This October we approach the 50th anniversary of the Cuban Missile Crisis, and have just recently passed the 50-year mark of the U.S. embargo against our island neighbor. Fewer and fewer of us remember those harrowing days and with ever-diminishing clarity.
Still, our nations’ relationship, forged under the threat of nuclear destruction, the contagion of communism, and Cuban nationalization of U.S. interests, seems stuck in the 1960s, along with our memories of Dr. Martin Luther King Jr., Woodstock and Bob Dylan. We are hardly aware that Cuba suffered a different crisis in the early 1990s, a hunger crisis when the USSR fell and ceased to trade sugar, coffee and cigars for staples. The Cuban cupboard lost 75 percent of its contents in about a week.

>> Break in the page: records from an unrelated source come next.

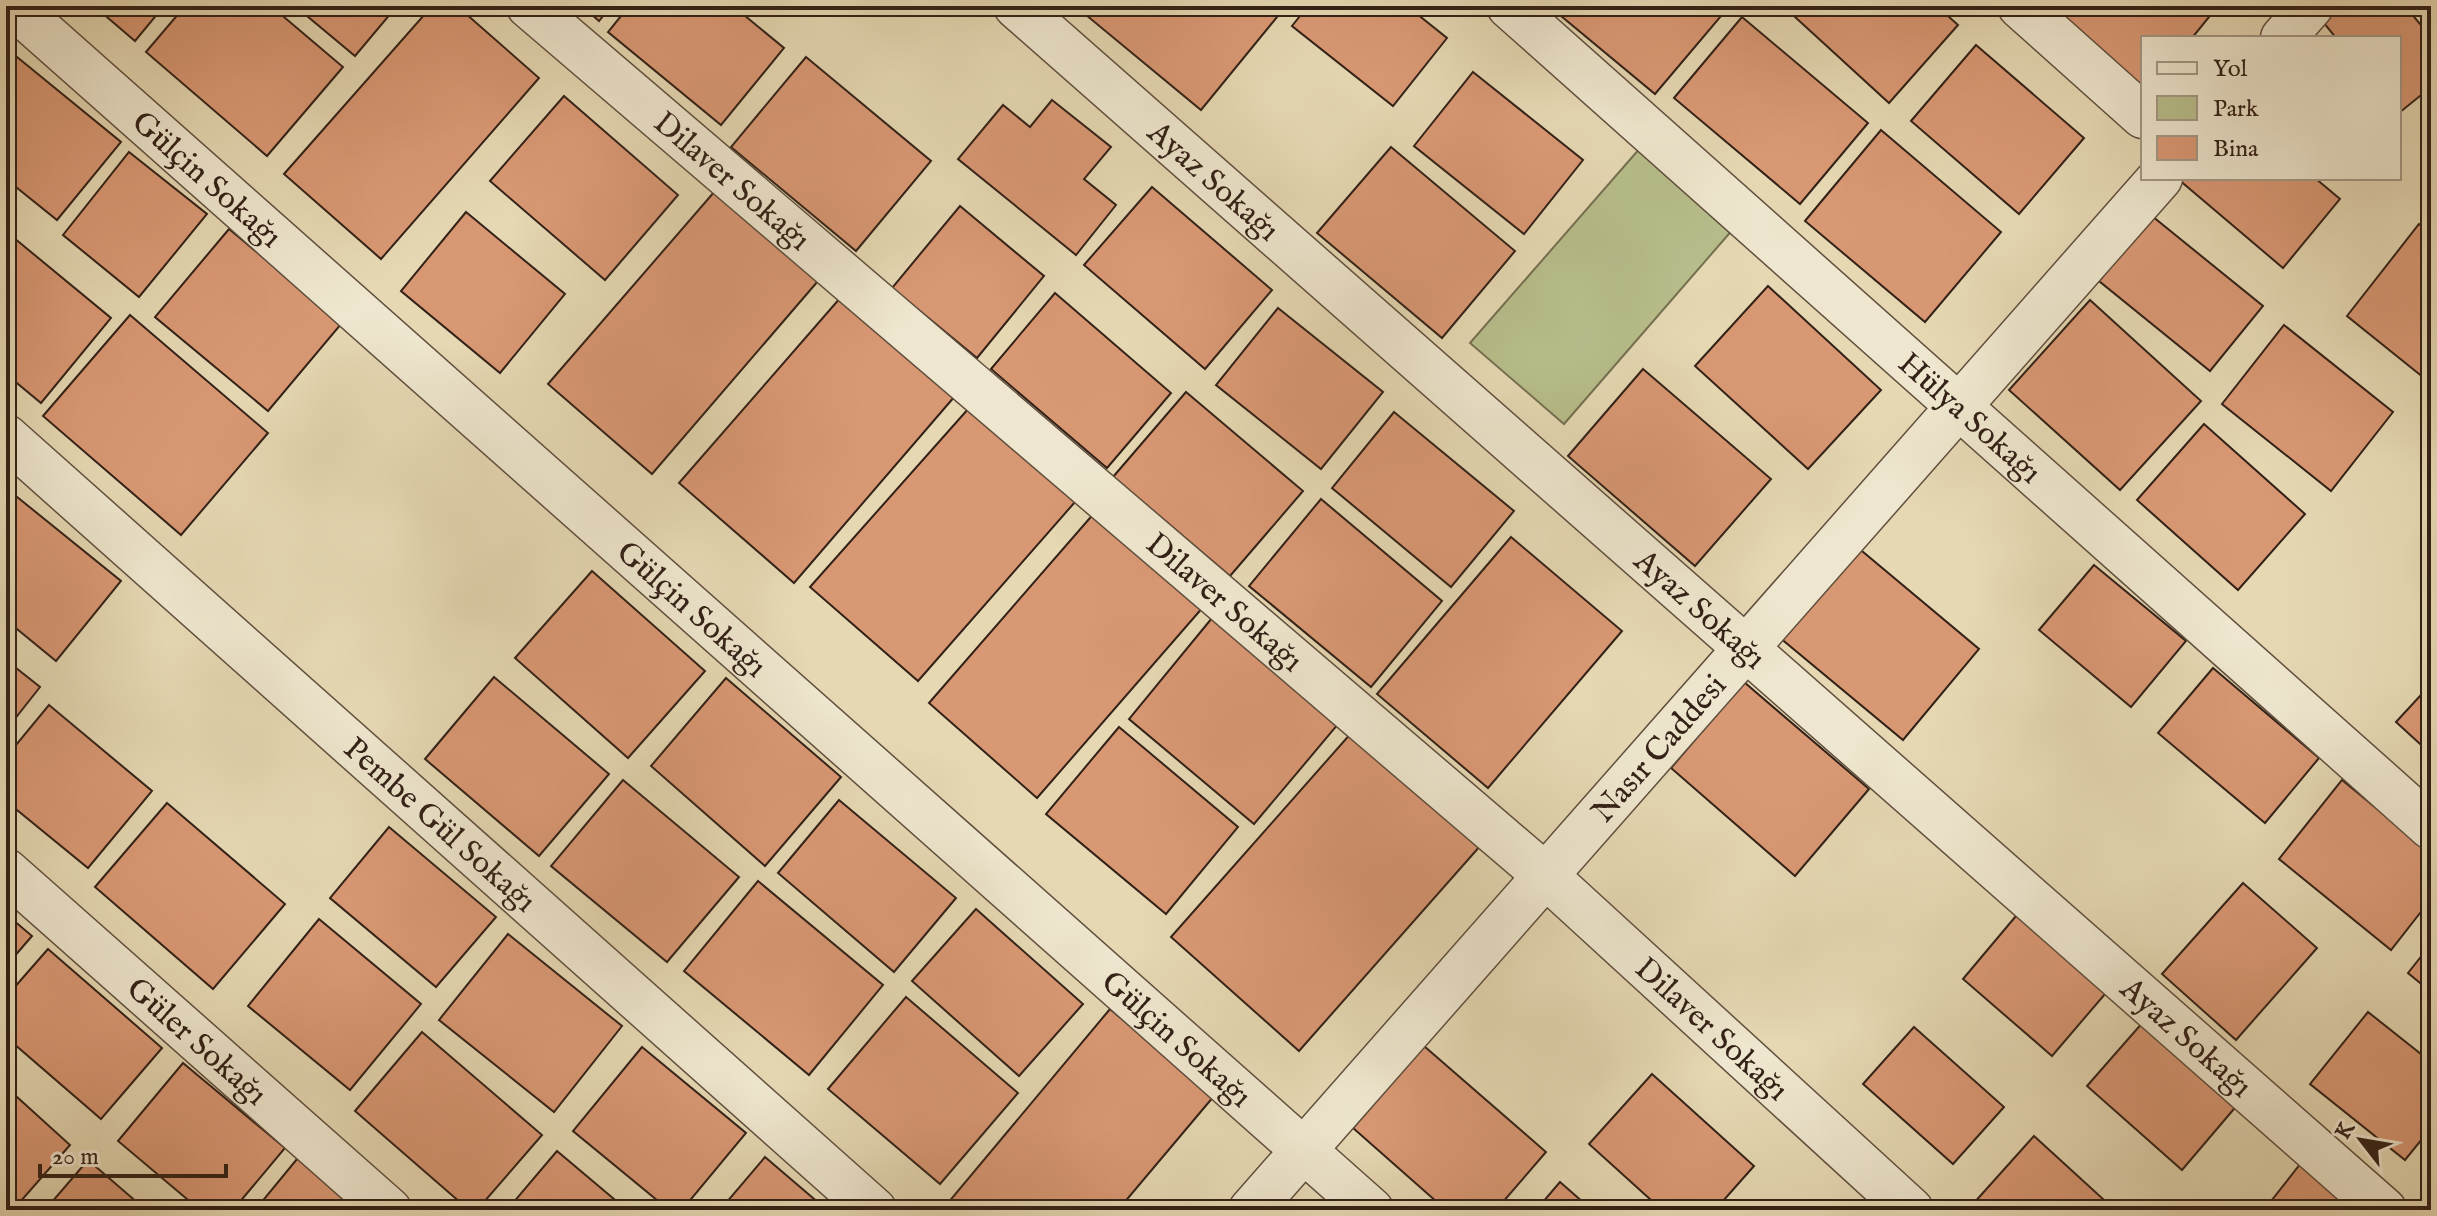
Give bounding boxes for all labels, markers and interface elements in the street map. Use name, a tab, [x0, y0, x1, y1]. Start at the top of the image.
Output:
legend	[2141, 36, 2401, 180]
text: Yol	[2213, 54, 2248, 85]
text: Park	[2213, 94, 2259, 125]
street label: Gülçin Sokağı	[122, 103, 290, 258]
street label: Dilaver Sokağı	[644, 103, 818, 261]
street label: Ayaz Sokağı	[1137, 113, 1287, 251]
text: Bina	[2213, 134, 2259, 165]
street label: Hülya Sokağı	[1889, 344, 2049, 494]
street label: Dilaver Sokağı	[1136, 525, 1311, 682]
street label: Gülçin Sokağı	[607, 533, 774, 688]
street label: Ayaz Sokağı	[1624, 541, 1773, 679]
street label: Nasır Caddesi	[1584, 667, 1736, 832]
street label: Pembe Gül Sokağı	[334, 729, 544, 923]
street label: Dilaver Sokağı	[1625, 949, 1796, 1111]
street label: Gülçin Sokağı	[1092, 963, 1259, 1118]
street label: Güler Sokağı	[117, 969, 275, 1116]
street label: Ayaz Sokağı	[2110, 969, 2260, 1108]
north arrow	[2321, 1100, 2401, 1180]
text: K	[2329, 1116, 2362, 1145]
scale bar	[40, 1128, 226, 1178]
text: 20 m	[52, 1142, 99, 1173]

With a desire to bridge these decades of restricted contact and communication, 12 other instructors of Spanish and Latin American history and I secured a license from the U.S. Office of Foreign Assets Control to travel to Cuba this past July. We worked hard on this opportunity because we knew it might be our only visit. And once we arrived, two collaborative organizations packed our days with discussions on Cuban social structures, philosophy and history, guided by experts in fields as varied as medicine, politics, religion and the arts. But between visits to various institutions and museums, we, being fluent in Spanish, found our own informants on the streets, in markets and at churros stands, and peppered them with questions.
Were Cubans free to be honest? With the Pope’s visit in 2010, Raúl Castro arranged for the release of almost all of Cuba’s prisoners of conscience. Among our contacts, only a few of the elderly looked over their shoulders first, before enumerating their government’s successes and failures, promises kept and broken. Some Cubans spoke of complaints matter-of-factly; a few railed against the government with no apparent concern for who was in earshot.